I am posting this on Saturday, June 6. I am now fully focused on the killing of George Floyd, the cycle of voices raised collectively in demonstrations and the range of responses too much from modes derived from the limited array of Standard Operating Procedures.
“Two Steps Back, None Forward?” I am stepping aside from the last blog on Religion Sector 3.0, “Two Steps Forward, None Back,” before moving to the promised next blog, “Exploring how this makes a difference.” That “difference” contains a critical aspect of how we find “Forward” in this current moment.
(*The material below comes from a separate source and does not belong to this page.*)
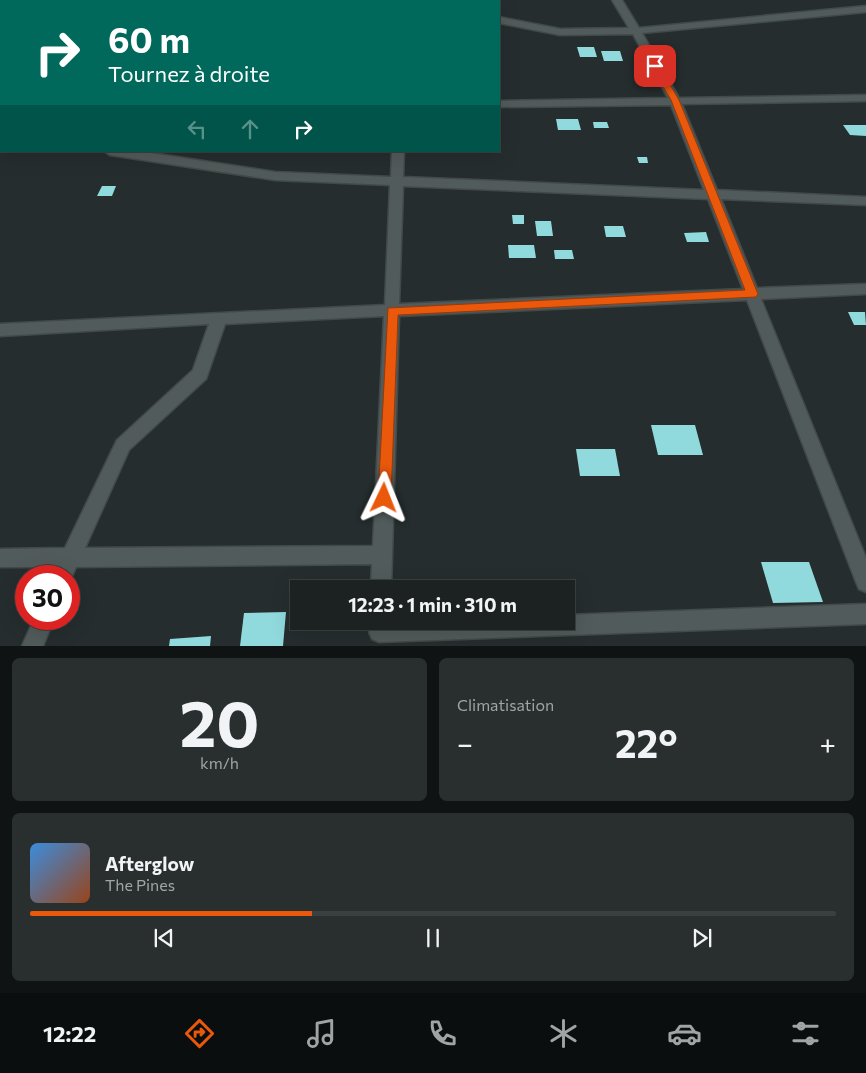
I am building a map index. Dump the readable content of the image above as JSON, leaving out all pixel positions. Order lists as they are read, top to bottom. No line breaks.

Monday, I shared one of the two Shakespeare lines I remember, because these are the two I have had the occasion to recite in public performance “There is a tide, which taken at the flood, leads to fortune.” This line came to me as I was watching various videos of people speaking up, individually and in small groups, affirming the core sentiments of the voices heard in the demonstrations.
Might this cycle bring an unprecedented level of a tide which leads to fortune?
These videos of people speaking up took place in cities scattered around the country and were aimed at moving the conversation above the inevitable noise around the demonstrations — The articulation of the issue, often followed by confrontations that take the focus. These were very articulate statements, each one heard by thousands of people throughout the nation, thanks to social media which made each one ever-present.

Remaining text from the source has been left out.